(DATA EXTRACT)
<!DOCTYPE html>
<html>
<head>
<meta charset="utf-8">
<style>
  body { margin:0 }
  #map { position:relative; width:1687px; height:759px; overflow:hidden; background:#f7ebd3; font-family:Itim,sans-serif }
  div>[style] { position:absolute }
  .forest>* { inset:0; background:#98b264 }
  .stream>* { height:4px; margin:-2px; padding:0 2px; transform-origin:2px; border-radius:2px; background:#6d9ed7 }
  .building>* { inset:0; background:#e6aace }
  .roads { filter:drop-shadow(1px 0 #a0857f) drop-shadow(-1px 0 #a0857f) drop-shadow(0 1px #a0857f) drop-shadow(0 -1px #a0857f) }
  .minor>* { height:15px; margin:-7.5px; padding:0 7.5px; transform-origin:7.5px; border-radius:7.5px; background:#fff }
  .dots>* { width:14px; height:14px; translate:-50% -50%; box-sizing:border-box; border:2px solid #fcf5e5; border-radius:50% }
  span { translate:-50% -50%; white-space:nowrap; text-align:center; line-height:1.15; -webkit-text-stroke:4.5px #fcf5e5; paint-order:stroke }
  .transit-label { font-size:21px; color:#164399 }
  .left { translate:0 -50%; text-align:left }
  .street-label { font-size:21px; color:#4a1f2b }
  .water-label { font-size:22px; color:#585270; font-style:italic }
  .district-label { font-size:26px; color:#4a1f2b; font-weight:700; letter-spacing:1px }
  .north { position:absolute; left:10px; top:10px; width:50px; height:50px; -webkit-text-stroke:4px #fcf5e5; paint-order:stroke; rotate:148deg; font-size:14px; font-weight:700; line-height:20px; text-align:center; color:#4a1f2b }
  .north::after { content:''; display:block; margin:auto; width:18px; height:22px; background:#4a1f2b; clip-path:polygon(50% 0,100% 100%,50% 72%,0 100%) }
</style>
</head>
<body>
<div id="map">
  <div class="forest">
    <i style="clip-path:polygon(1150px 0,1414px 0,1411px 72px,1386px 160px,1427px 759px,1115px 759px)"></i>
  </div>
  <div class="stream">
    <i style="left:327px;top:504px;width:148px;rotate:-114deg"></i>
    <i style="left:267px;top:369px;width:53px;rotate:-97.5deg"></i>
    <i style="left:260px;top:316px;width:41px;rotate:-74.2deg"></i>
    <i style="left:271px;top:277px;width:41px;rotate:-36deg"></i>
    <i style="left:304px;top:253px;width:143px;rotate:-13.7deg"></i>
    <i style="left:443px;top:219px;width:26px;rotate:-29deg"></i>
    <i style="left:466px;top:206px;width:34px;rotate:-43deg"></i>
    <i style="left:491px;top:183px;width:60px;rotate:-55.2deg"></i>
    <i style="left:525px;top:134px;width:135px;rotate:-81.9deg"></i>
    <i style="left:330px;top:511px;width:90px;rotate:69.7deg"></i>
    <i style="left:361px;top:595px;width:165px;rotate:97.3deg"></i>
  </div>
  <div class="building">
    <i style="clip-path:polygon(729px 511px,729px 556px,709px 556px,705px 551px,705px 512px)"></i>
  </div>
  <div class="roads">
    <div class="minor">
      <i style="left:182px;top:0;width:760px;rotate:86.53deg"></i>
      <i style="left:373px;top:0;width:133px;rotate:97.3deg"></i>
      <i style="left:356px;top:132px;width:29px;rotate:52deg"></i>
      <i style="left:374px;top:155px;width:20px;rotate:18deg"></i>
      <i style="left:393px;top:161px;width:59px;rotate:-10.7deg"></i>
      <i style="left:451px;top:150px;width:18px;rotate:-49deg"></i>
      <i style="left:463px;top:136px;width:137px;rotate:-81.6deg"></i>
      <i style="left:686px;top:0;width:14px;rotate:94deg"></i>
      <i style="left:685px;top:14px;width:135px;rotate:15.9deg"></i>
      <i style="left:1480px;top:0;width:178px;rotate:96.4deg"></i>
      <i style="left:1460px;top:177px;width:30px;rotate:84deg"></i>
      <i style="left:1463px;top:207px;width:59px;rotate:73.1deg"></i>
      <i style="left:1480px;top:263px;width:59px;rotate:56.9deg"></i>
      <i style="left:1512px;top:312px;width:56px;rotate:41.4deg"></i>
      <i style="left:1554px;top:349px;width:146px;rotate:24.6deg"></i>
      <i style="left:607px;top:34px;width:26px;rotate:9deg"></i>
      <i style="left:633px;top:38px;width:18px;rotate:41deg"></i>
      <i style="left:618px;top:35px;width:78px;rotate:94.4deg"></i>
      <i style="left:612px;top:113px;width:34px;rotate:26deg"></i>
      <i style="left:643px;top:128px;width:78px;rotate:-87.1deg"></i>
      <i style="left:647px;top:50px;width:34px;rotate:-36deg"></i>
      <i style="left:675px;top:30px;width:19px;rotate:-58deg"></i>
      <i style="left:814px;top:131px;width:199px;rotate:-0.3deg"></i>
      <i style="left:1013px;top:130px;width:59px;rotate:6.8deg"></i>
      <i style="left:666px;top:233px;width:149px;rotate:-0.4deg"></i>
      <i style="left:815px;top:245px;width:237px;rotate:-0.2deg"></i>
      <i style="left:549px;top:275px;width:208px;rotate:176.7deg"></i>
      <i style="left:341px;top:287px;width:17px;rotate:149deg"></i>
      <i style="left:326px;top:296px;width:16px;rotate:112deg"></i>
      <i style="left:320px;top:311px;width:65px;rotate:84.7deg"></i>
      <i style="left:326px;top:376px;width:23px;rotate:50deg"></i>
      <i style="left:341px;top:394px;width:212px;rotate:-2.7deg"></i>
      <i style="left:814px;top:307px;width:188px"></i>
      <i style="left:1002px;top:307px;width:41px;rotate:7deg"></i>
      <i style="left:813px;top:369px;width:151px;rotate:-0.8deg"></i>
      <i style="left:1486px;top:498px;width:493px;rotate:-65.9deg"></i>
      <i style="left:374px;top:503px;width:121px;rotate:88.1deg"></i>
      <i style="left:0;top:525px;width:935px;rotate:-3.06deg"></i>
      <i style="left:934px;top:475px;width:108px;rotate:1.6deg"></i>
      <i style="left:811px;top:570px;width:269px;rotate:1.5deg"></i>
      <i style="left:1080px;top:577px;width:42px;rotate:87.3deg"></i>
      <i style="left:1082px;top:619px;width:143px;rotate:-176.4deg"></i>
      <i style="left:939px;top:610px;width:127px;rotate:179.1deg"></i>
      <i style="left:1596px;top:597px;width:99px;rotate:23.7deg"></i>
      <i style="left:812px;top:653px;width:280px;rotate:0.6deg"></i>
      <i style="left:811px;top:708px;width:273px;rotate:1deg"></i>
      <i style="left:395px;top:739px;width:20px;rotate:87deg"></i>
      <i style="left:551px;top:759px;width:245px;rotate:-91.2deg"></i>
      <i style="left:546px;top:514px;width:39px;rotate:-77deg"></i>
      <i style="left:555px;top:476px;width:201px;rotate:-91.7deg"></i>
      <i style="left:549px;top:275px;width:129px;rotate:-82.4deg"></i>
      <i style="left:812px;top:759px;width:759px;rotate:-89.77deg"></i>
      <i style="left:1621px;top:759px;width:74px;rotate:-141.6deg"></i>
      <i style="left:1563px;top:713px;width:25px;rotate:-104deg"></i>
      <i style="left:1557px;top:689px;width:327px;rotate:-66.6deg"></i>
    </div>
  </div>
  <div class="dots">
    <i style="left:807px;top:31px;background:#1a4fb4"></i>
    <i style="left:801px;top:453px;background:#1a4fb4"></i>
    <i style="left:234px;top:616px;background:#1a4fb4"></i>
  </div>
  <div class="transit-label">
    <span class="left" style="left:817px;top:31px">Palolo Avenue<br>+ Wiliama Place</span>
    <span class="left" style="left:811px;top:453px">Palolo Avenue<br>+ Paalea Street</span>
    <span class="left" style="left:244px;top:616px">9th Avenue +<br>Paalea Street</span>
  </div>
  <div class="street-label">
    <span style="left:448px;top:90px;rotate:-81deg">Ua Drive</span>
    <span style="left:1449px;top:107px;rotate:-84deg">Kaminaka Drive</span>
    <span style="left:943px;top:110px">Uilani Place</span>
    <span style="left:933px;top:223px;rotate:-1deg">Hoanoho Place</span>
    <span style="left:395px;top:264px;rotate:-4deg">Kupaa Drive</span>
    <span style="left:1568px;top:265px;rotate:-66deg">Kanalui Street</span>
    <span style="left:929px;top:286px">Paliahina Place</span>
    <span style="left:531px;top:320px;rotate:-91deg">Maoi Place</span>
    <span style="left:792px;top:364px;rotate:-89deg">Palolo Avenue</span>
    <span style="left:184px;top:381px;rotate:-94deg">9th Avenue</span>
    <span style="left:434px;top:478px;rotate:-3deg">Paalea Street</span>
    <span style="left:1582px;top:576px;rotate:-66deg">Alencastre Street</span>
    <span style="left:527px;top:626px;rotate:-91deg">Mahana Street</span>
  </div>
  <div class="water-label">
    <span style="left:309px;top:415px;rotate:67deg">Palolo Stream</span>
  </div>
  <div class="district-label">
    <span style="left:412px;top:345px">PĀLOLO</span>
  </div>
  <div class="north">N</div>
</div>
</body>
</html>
(End DATA EXTRACT)
* _TASK DESCRIPTION_
Please output the exact lines of the records above, beginning with the first and stopping after the line that holds "filter:drop-shadow(1px 0 #a0857f)", and nothing else.

* _RESPONSE AREA_
<!DOCTYPE html>
<html>
<head>
<meta charset="utf-8">
<style>
  body { margin:0 }
  #map { position:relative; width:1687px; height:759px; overflow:hidden; background:#f7ebd3; font-family:Itim,sans-serif }
  div>[style] { position:absolute }
  .forest>* { inset:0; background:#98b264 }
  .stream>* { height:4px; margin:-2px; padding:0 2px; transform-origin:2px; border-radius:2px; background:#6d9ed7 }
  .building>* { inset:0; background:#e6aace }
  .roads { filter:drop-shadow(1px 0 #a0857f) drop-shadow(-1px 0 #a0857f) drop-shadow(0 1px #a0857f) drop-shadow(0 -1px #a0857f) }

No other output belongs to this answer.